WHAT THE TASK ASKS: All of the data is to be copied word for word.

SUPPLIED DATA:

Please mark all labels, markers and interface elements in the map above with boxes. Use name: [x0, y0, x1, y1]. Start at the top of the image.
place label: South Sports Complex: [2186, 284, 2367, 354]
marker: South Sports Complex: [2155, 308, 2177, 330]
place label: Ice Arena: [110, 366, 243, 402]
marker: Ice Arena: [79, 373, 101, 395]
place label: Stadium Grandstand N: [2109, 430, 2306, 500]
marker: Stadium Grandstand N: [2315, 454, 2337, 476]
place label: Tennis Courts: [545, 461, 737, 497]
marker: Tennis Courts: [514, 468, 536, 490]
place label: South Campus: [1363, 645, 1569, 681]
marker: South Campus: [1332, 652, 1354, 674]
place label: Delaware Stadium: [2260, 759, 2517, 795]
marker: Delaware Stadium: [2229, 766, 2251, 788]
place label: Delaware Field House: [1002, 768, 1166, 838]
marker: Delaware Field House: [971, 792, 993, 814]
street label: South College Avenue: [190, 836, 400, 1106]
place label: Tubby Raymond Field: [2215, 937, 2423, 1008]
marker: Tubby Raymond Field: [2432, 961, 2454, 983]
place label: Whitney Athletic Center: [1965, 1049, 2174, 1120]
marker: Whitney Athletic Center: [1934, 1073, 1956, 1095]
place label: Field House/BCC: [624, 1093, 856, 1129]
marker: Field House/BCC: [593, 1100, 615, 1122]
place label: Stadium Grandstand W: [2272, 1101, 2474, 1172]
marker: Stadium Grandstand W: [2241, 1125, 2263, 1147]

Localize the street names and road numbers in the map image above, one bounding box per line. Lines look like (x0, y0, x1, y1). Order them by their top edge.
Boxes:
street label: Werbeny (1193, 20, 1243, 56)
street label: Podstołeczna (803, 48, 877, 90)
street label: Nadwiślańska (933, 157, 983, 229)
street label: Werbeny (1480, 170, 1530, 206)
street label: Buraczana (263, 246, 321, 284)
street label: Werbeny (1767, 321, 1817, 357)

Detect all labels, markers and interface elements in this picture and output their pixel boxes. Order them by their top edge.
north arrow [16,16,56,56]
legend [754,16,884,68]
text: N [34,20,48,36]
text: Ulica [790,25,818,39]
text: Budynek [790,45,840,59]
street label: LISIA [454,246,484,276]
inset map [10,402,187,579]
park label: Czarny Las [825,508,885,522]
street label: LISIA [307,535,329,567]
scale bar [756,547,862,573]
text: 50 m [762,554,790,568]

RESULT FOR THIS TASK:
Please mark all labels, markers and interface elements in the map above with boxes. Use name: [x0, y0, x1, y1]. Start at the top of the image.
place label: South Sports Complex: [2186, 284, 2367, 354]
marker: South Sports Complex: [2155, 308, 2177, 330]
place label: Ice Arena: [110, 366, 243, 402]
marker: Ice Arena: [79, 373, 101, 395]
place label: Stadium Grandstand N: [2109, 430, 2306, 500]
marker: Stadium Grandstand N: [2315, 454, 2337, 476]
place label: Tennis Courts: [545, 461, 737, 497]
marker: Tennis Courts: [514, 468, 536, 490]
place label: South Campus: [1363, 645, 1569, 681]
marker: South Campus: [1332, 652, 1354, 674]
place label: Delaware Stadium: [2260, 759, 2517, 795]
marker: Delaware Stadium: [2229, 766, 2251, 788]
place label: Delaware Field House: [1002, 768, 1166, 838]
marker: Delaware Field House: [971, 792, 993, 814]
street label: South College Avenue: [190, 836, 400, 1106]
place label: Tubby Raymond Field: [2215, 937, 2423, 1008]
marker: Tubby Raymond Field: [2432, 961, 2454, 983]
place label: Whitney Athletic Center: [1965, 1049, 2174, 1120]
marker: Whitney Athletic Center: [1934, 1073, 1956, 1095]
place label: Field House/BCC: [624, 1093, 856, 1129]
marker: Field House/BCC: [593, 1100, 615, 1122]
place label: Stadium Grandstand W: [2272, 1101, 2474, 1172]
marker: Stadium Grandstand W: [2241, 1125, 2263, 1147]

Localize the street names and road numbers in the map image above, one bounding box per line. Lines look like (x0, y0, x1, y1). Order them by their top edge.
Boxes:
street label: Werbeny (1193, 20, 1243, 56)
street label: Podstołeczna (803, 48, 877, 90)
street label: Nadwiślańska (933, 157, 983, 229)
street label: Werbeny (1480, 170, 1530, 206)
street label: Buraczana (263, 246, 321, 284)
street label: Werbeny (1767, 321, 1817, 357)

Detect all labels, markers and interface elements in this picture and output their pixel boxes. Order them by their top edge.
north arrow [16,16,56,56]
legend [754,16,884,68]
text: N [34,20,48,36]
text: Ulica [790,25,818,39]
text: Budynek [790,45,840,59]
street label: LISIA [454,246,484,276]
inset map [10,402,187,579]
park label: Czarny Las [825,508,885,522]
street label: LISIA [307,535,329,567]
scale bar [756,547,862,573]
text: 50 m [762,554,790,568]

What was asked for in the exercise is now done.